Immediately, there were those who thought the papyrus fragment mentioning Jesus’ wife was not authentic, but in April of this year, the Harvard Theological Review published a series of articles supporting its authenticity. One of the most important pieces of evidence was the radiocarbon dating test, which indicates the papyrus was made between AD 209 and AD 405. The same testing indicates that the other papyrus (which contains some of the Gospel of John) was made between AD 681 and AD 877. Radiocarbon dating has lots of problems associated with it, but when it can be calibrated using tree rings (as is true in this case), it is reasonably reliable. Thus, the papyrus fragments probably were made during those time periods.
Just a few weeks later, Indiana Wesleyan University’s Dr. Christian Askeland posted a blog article that shows the papyrus fragment containing some of the Gospel of John is almost certainly a fake. He compared it to an authentic fragment of the Gospel of John, called the Codex Qau. He found similarities that could not be coincidental. For example, in 17 lines, the breaks in the text are the same between the two documents. In addition, he noted that the dialect used in the papyrus fragment in question fell out of use long before the time when the radiocarbon dating says the papyrus was made.
Based on his analysis, Askeland concludes:
Unless compelling counter-arguments arise, both this fragment and the Gospel of Jesus Wife fragment should now be considered forgeries beyond any doubt.
Well, not only have compelling counter-arguments not yet arisen, one other thing has been noticed that seems to close the case on the papyrus containing some of the Gospel of John. It has some holes (called lacunas), and some of those holes tear through the text. However, there is one large hole where the person penning the words wrote around the hole. As Dr. Mark Goodacre, New Testament scholar and Professor at Duke University’s Department of Religion, says:
It’s in the Forgery 101 textbook that you do not write your text around existing lacunas in the papyrus fragment that you are using.

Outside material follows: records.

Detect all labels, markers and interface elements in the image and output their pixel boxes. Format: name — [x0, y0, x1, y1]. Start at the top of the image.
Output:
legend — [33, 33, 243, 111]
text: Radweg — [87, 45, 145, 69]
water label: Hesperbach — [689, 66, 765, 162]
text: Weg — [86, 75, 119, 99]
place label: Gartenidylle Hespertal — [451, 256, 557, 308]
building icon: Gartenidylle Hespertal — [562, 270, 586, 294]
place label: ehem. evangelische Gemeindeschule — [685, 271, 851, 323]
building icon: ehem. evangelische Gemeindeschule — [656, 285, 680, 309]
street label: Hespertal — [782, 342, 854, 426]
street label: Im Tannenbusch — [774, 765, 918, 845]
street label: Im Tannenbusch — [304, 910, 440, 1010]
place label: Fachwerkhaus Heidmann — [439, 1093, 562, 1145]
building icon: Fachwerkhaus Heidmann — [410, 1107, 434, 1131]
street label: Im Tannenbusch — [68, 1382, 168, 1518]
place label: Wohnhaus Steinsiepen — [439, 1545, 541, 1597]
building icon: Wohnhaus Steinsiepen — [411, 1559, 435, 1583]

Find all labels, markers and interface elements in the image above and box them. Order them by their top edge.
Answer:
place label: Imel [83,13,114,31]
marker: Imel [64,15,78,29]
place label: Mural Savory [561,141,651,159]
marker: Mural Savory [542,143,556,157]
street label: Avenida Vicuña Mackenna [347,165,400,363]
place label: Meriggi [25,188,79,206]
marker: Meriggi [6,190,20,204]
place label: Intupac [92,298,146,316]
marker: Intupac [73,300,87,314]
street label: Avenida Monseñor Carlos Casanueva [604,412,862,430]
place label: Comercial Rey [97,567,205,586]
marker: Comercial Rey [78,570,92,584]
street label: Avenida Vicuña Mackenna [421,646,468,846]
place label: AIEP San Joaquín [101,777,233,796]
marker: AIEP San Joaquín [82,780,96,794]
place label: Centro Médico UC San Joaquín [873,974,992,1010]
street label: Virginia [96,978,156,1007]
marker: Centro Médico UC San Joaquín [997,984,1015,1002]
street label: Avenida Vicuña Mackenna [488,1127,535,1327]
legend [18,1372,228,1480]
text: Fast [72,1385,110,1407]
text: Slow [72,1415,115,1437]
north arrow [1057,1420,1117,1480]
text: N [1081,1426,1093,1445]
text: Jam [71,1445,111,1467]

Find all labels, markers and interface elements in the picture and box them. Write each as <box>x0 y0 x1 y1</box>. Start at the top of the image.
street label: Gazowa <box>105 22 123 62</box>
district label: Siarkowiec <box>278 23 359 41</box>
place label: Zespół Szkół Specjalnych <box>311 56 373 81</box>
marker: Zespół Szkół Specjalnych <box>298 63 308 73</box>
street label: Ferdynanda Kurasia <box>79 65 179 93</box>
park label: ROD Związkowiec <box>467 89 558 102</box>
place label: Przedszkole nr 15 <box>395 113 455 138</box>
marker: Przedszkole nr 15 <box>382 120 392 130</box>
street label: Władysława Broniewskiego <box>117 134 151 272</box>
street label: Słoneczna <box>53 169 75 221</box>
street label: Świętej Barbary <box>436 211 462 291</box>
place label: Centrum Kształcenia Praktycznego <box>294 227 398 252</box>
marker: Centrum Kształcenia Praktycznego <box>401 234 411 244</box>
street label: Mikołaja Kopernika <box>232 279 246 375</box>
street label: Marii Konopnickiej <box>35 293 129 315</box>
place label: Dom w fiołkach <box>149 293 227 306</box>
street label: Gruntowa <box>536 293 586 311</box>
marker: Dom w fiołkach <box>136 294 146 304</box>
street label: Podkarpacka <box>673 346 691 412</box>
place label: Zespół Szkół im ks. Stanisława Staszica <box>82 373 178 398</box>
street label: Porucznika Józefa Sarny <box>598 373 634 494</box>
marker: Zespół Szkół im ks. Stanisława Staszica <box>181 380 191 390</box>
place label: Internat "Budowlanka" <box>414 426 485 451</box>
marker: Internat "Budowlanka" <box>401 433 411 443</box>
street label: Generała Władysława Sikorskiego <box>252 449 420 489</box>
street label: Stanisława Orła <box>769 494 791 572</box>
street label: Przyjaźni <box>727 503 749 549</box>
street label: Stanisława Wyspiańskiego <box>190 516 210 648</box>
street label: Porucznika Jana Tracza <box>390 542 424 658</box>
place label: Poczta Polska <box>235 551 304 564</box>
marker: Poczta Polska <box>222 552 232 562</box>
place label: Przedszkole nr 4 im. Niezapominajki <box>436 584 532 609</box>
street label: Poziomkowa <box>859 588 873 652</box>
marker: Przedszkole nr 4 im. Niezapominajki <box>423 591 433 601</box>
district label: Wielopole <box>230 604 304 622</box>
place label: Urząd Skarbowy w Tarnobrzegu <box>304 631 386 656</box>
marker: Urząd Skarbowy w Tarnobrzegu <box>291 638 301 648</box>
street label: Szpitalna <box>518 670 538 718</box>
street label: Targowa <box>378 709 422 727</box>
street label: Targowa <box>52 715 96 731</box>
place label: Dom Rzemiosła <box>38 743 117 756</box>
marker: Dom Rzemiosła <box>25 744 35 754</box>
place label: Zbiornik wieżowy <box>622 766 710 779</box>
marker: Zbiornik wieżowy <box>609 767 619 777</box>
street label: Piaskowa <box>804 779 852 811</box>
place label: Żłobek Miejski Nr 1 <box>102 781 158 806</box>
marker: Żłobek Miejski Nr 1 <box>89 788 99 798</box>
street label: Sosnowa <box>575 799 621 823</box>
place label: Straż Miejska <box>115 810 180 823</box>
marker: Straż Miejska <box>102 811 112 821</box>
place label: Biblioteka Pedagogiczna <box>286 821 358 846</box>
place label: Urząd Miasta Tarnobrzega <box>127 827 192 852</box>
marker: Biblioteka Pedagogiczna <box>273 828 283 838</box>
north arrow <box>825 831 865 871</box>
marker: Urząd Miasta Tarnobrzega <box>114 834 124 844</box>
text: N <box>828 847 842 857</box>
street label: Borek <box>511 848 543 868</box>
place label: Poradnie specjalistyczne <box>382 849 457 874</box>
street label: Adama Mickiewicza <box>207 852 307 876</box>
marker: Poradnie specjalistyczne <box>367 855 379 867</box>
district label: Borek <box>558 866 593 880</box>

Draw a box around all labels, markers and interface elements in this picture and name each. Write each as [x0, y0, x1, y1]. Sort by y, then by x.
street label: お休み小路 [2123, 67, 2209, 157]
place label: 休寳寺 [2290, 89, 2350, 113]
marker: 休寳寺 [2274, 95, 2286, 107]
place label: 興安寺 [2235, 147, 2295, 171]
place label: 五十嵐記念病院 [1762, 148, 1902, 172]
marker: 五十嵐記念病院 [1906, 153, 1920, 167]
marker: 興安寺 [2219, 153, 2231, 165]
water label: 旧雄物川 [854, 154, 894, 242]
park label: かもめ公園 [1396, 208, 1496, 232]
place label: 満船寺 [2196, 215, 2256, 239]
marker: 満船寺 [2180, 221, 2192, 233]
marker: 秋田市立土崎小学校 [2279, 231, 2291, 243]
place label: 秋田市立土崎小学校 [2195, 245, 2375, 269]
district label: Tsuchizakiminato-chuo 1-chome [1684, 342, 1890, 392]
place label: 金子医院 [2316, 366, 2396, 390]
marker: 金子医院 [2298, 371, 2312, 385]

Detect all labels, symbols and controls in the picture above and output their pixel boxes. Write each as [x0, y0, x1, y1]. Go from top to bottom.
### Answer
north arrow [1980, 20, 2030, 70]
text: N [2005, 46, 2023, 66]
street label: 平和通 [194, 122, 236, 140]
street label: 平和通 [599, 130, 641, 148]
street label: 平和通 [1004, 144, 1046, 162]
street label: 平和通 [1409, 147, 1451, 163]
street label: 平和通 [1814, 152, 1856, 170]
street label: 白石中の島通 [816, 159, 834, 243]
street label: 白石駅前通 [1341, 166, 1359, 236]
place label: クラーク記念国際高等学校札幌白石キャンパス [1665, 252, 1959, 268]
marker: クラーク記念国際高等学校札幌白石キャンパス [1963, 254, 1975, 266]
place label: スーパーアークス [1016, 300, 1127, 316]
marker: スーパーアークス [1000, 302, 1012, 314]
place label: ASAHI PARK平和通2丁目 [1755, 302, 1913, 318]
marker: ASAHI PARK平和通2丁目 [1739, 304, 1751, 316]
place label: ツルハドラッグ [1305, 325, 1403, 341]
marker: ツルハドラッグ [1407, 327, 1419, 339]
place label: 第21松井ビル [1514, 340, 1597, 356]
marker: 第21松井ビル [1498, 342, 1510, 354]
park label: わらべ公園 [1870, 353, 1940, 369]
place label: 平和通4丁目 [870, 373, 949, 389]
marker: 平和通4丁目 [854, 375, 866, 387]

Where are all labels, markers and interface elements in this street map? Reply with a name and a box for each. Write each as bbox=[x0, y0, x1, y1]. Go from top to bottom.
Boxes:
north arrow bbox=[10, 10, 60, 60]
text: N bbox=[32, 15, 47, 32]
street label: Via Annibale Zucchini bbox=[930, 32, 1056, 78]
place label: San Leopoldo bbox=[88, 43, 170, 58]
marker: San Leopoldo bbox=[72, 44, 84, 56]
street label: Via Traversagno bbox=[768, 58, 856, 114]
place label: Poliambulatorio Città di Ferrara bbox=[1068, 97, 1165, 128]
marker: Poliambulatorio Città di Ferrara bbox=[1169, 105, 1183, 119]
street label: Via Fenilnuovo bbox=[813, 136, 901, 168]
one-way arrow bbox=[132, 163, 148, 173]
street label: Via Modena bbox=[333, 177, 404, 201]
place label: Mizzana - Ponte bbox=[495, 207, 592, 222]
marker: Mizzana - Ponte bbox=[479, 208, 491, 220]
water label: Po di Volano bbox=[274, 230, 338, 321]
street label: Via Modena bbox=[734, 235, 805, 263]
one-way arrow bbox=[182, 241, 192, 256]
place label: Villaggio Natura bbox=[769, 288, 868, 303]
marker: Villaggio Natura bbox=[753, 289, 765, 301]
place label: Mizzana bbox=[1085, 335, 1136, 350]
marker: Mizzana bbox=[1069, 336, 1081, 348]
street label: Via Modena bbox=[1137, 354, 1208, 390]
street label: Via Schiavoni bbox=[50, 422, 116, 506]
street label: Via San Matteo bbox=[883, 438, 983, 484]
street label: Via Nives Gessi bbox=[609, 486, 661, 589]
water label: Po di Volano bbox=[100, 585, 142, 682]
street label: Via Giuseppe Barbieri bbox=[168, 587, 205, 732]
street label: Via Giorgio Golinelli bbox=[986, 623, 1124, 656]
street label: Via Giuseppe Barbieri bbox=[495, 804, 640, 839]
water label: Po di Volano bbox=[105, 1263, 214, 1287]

Now wait a minute. So far, all the evidence of forgery is related to the papyrus fragment that contains some of the Gospel of John. How does that relate to the papyrus fragment in which Jesus supposedly mentions His wife? Well, they both came from the same anonymous donor, but that doesn’t automatically indicate the other is a fake. However, Dr. Askeland compared the papyrus that contains some of the Gospel of John to the one that mentions Jesus’ wife. He states:
The shocker here is this. The fragment contains exactly the same hand, exactly the same ink and has been written with the same writing instrument. One would assume that it were part of the same writing event, be it modern or ancient.
If both documents were part of the same writing event, the fact that one is a forgery indicates that the other is as well.
So in the end, it seems that both papyrus documents are fakes. They make for sensational news, but not for serious history.